→ What you will do
Every record must be repeated exactly; omit any pictures they contain.

→ Data shown
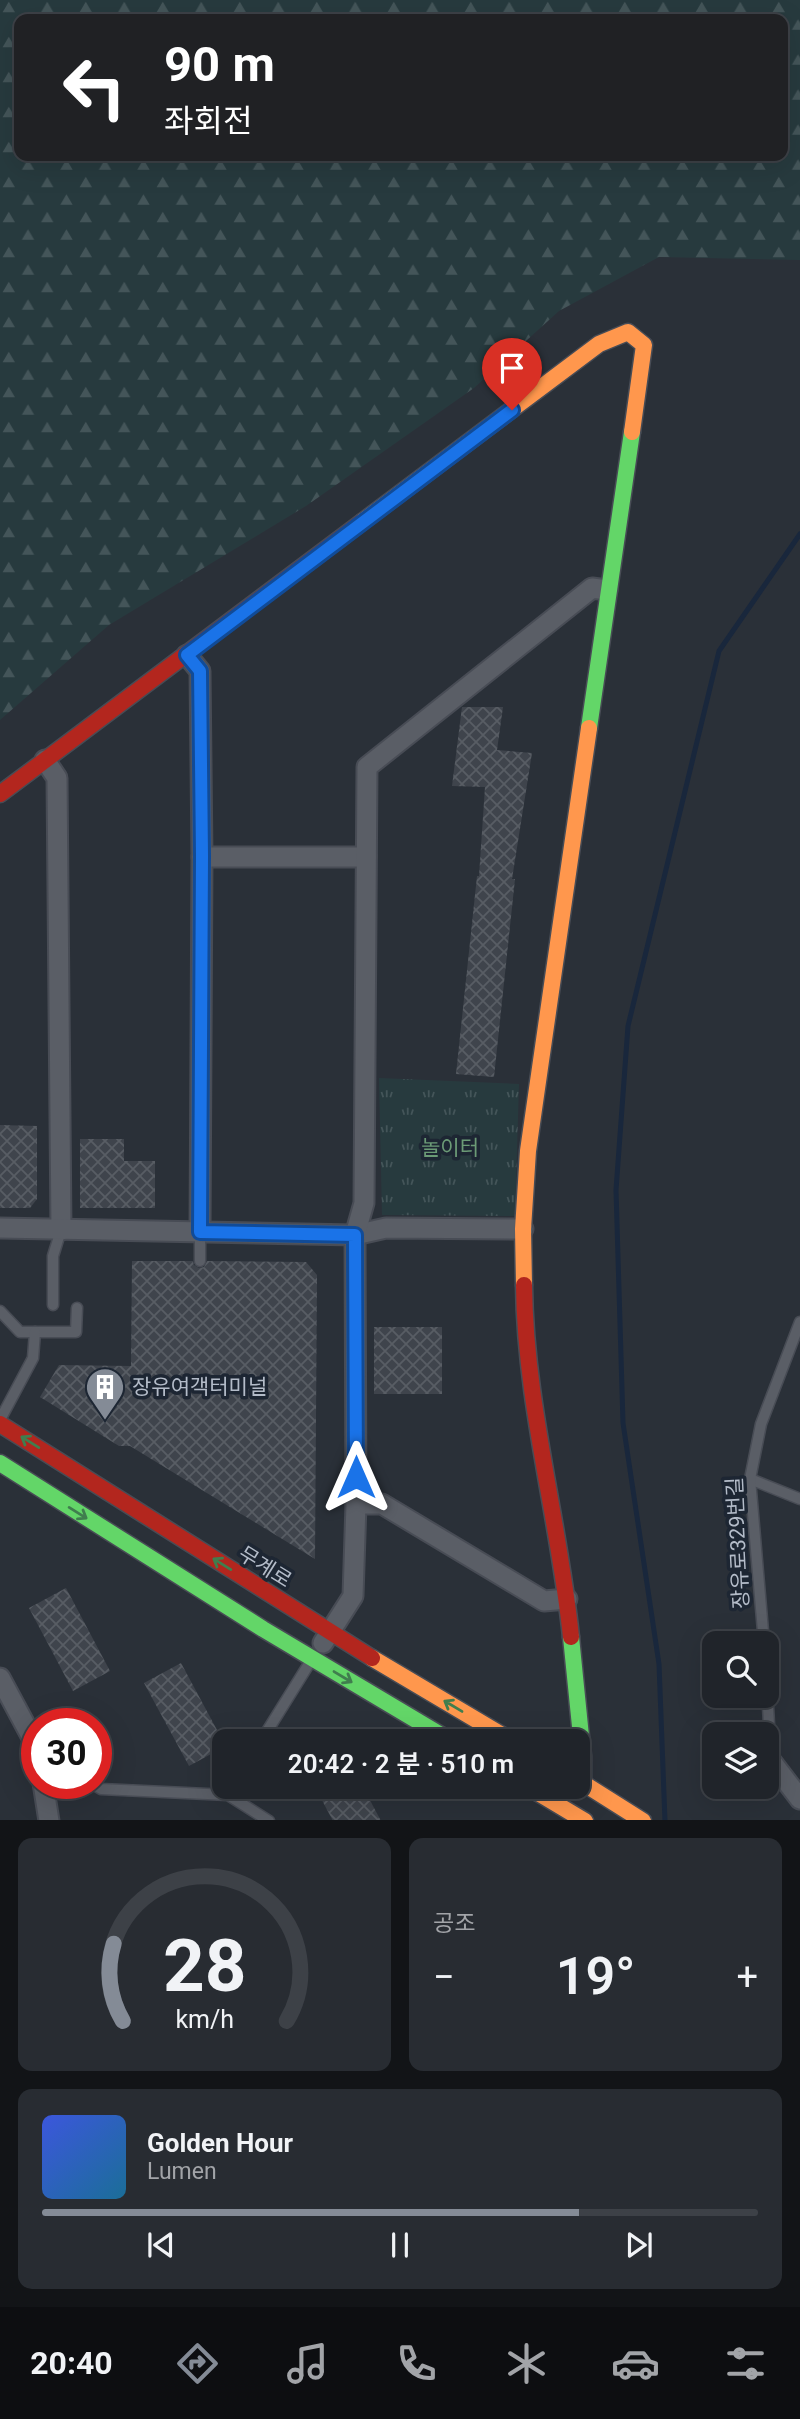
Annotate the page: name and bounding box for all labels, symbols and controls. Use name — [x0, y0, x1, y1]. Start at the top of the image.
text: 90 m — [164, 36, 275, 93]
icon: left — [49, 42, 140, 133]
text: 좌회전 — [164, 102, 252, 140]
pin — [482, 338, 542, 410]
icon: arrive — [493, 349, 531, 387]
park label: 놀이터 — [421, 1136, 479, 1160]
building icon: 장유여객터미널 — [84, 1366, 126, 1421]
place label: 장유여객터미널 — [132, 1375, 267, 1399]
one-way arrow — [20, 1435, 40, 1449]
position arrow — [319, 1440, 393, 1514]
street label: 장유로329번길 — [723, 1476, 753, 1610]
one-way arrow — [68, 1506, 88, 1520]
street label: 무계로 — [234, 1541, 296, 1593]
one-way arrow — [212, 1557, 232, 1571]
map controls — [702, 1631, 779, 1799]
button: search — [702, 1631, 779, 1708]
one-way arrow — [332, 1670, 352, 1684]
one-way arrow — [443, 1699, 463, 1713]
speed limit sign: 30 — [21, 1708, 112, 1799]
button: layers — [702, 1722, 779, 1799]
text: 20:42 · 2 분 · 510 m — [288, 1749, 514, 1779]
text: 공조 — [433, 1910, 475, 1937]
text: 28 — [163, 1923, 246, 2009]
text: 19° — [556, 1946, 635, 2007]
text: − — [433, 1955, 455, 1999]
text: + — [736, 1955, 758, 1999]
text: km/h — [175, 2004, 234, 2033]
text: Golden Hour — [147, 2128, 293, 2158]
text: Lumen — [147, 2158, 217, 2185]
icon: previous — [142, 2226, 180, 2264]
icon: pause — [381, 2226, 419, 2264]
icon: next — [620, 2226, 658, 2264]
icon: directions — [173, 2339, 222, 2388]
icon: music — [283, 2339, 332, 2388]
icon: phone — [392, 2339, 441, 2388]
icon: climate — [502, 2339, 551, 2388]
icon: car — [611, 2339, 660, 2388]
icon: filters — [721, 2339, 770, 2388]
text: 20:40 — [30, 2344, 113, 2382]

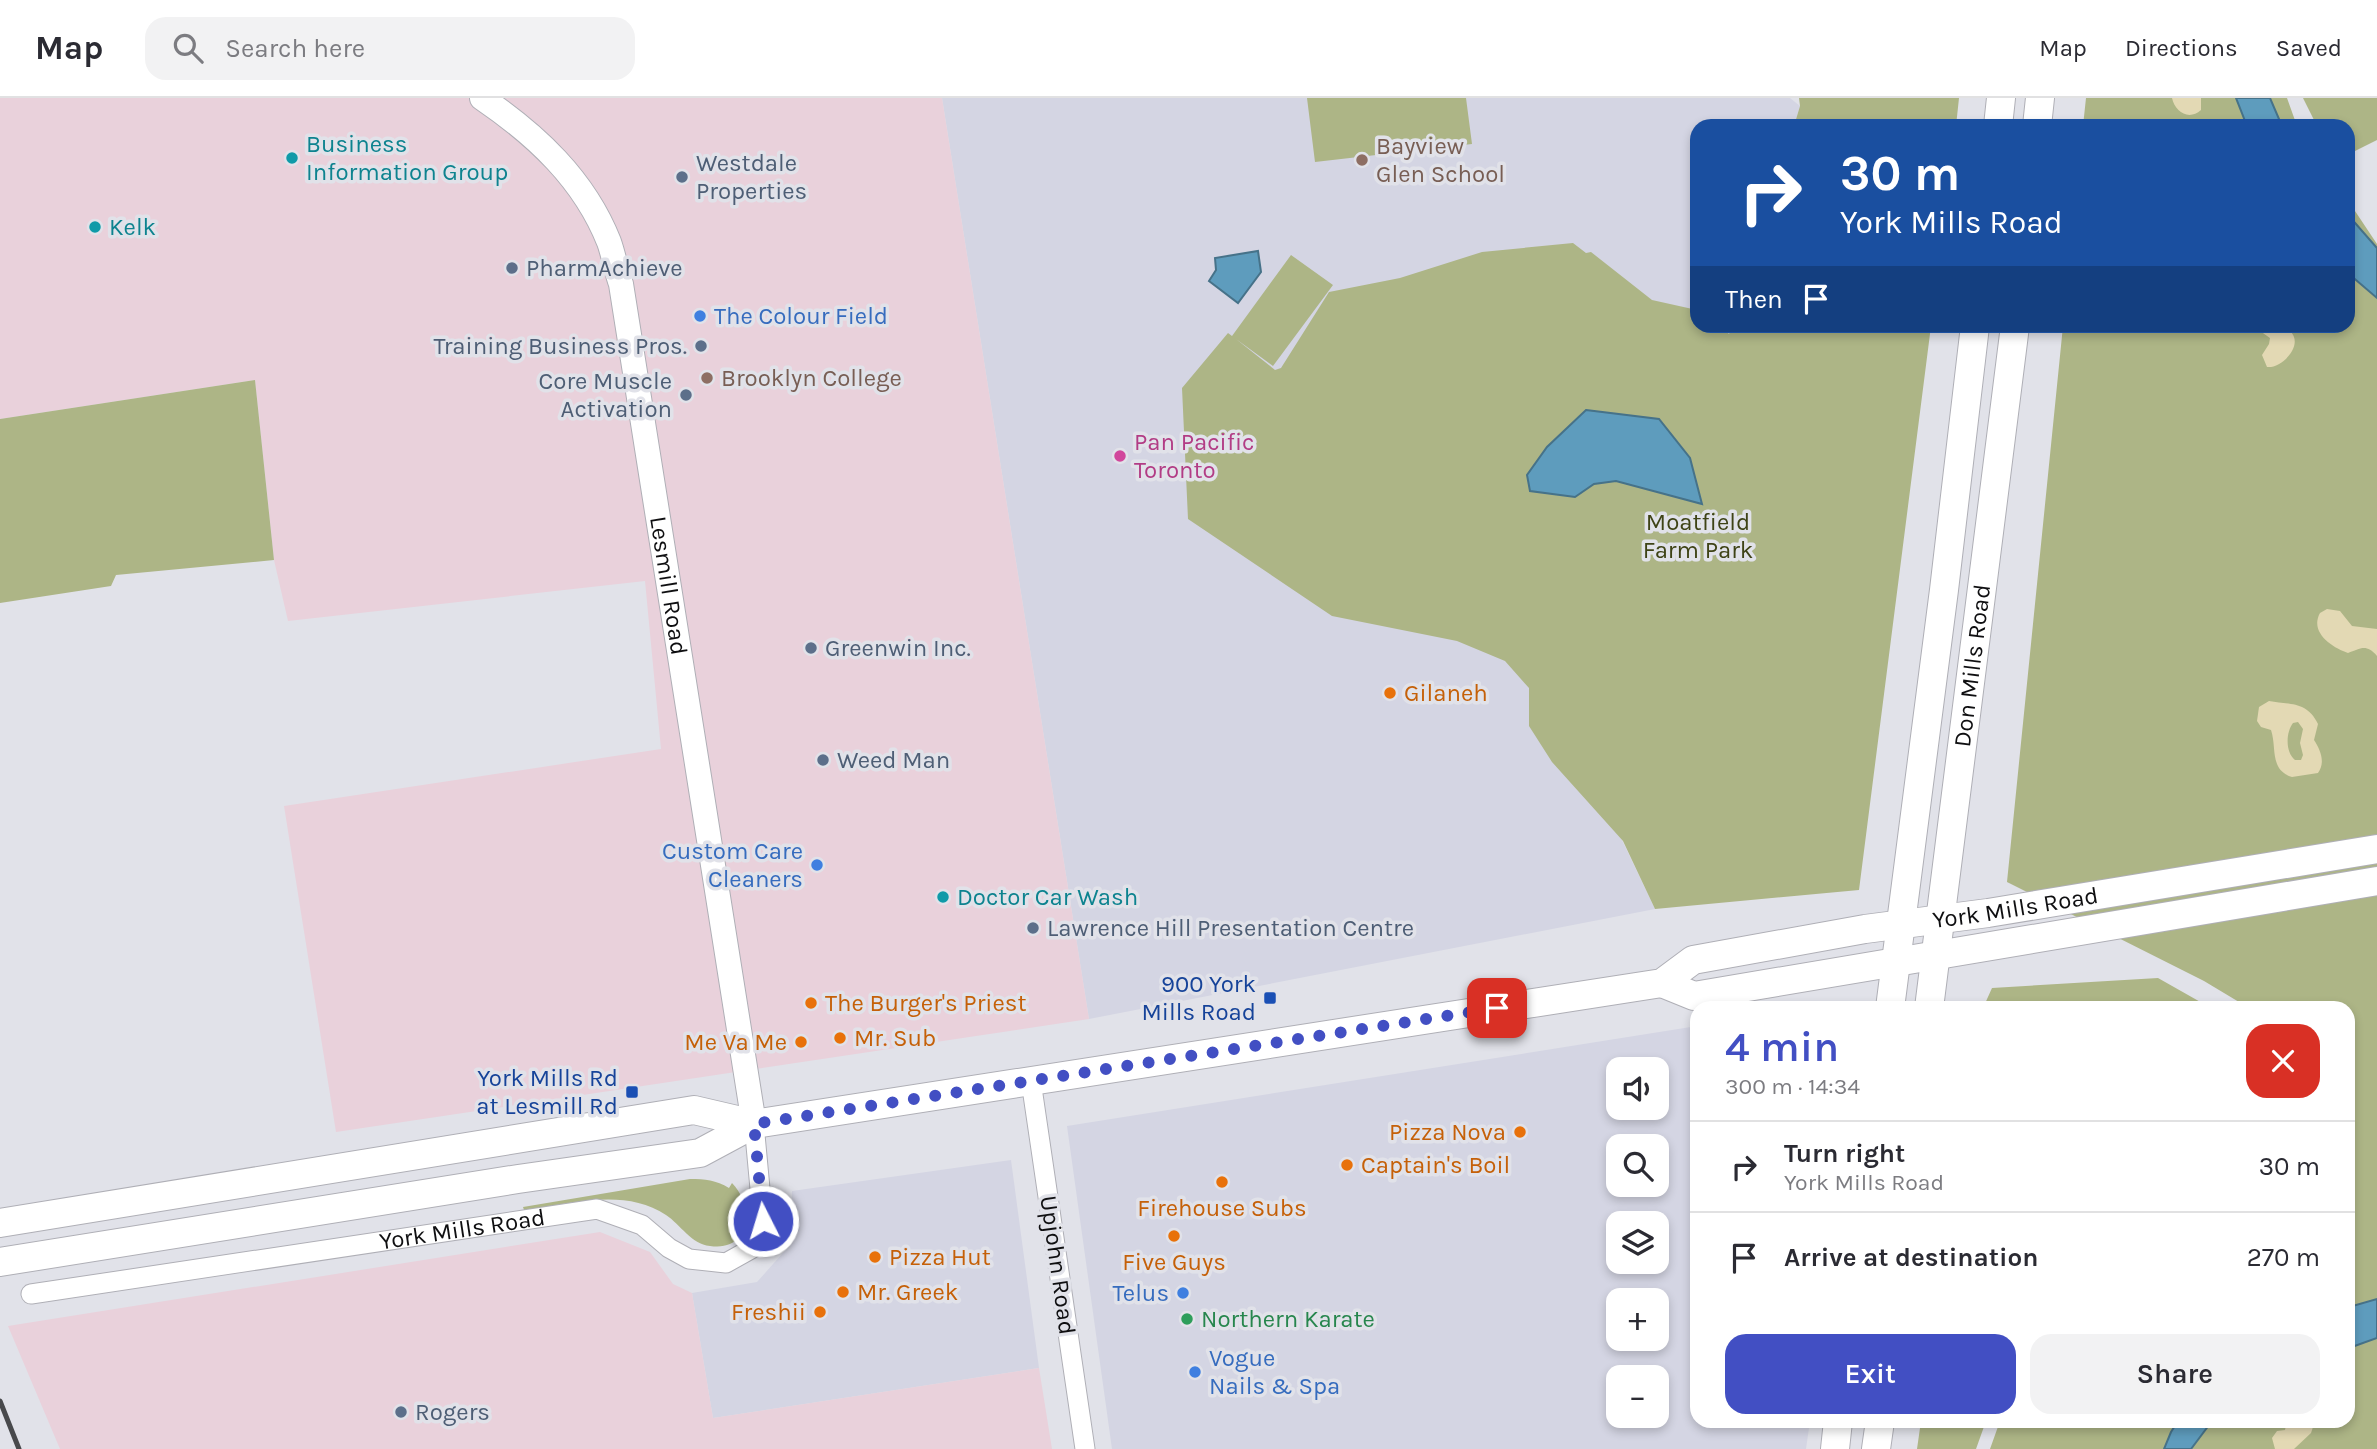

→ Final answer
Annotate the page: name and bounding box for all labels, symbols and controls. Use name — [x0, y0, x1, y1]. Start at the top of the image.
text: 90 m — [164, 36, 275, 93]
icon: left — [49, 42, 140, 133]
text: 좌회전 — [164, 102, 252, 140]
pin — [482, 338, 542, 410]
icon: arrive — [493, 349, 531, 387]
park label: 놀이터 — [421, 1136, 479, 1160]
building icon: 장유여객터미널 — [84, 1366, 126, 1421]
place label: 장유여객터미널 — [132, 1375, 267, 1399]
one-way arrow — [20, 1435, 40, 1449]
position arrow — [319, 1440, 393, 1514]
street label: 장유로329번길 — [723, 1476, 753, 1610]
one-way arrow — [68, 1506, 88, 1520]
street label: 무계로 — [234, 1541, 296, 1593]
one-way arrow — [212, 1557, 232, 1571]
map controls — [702, 1631, 779, 1799]
button: search — [702, 1631, 779, 1708]
one-way arrow — [332, 1670, 352, 1684]
one-way arrow — [443, 1699, 463, 1713]
speed limit sign: 30 — [21, 1708, 112, 1799]
button: layers — [702, 1722, 779, 1799]
text: 20:42 · 2 분 · 510 m — [288, 1749, 514, 1779]
text: 공조 — [433, 1910, 475, 1937]
text: 28 — [163, 1923, 246, 2009]
text: 19° — [556, 1946, 635, 2007]
text: − — [433, 1955, 455, 1999]
text: + — [736, 1955, 758, 1999]
text: km/h — [175, 2004, 234, 2033]
text: Golden Hour — [147, 2128, 293, 2158]
text: Lumen — [147, 2158, 217, 2185]
icon: previous — [142, 2226, 180, 2264]
icon: pause — [381, 2226, 419, 2264]
icon: next — [620, 2226, 658, 2264]
icon: directions — [173, 2339, 222, 2388]
icon: music — [283, 2339, 332, 2388]
icon: phone — [392, 2339, 441, 2388]
icon: climate — [502, 2339, 551, 2388]
icon: car — [611, 2339, 660, 2388]
icon: filters — [721, 2339, 770, 2388]
text: 20:40 — [30, 2344, 113, 2382]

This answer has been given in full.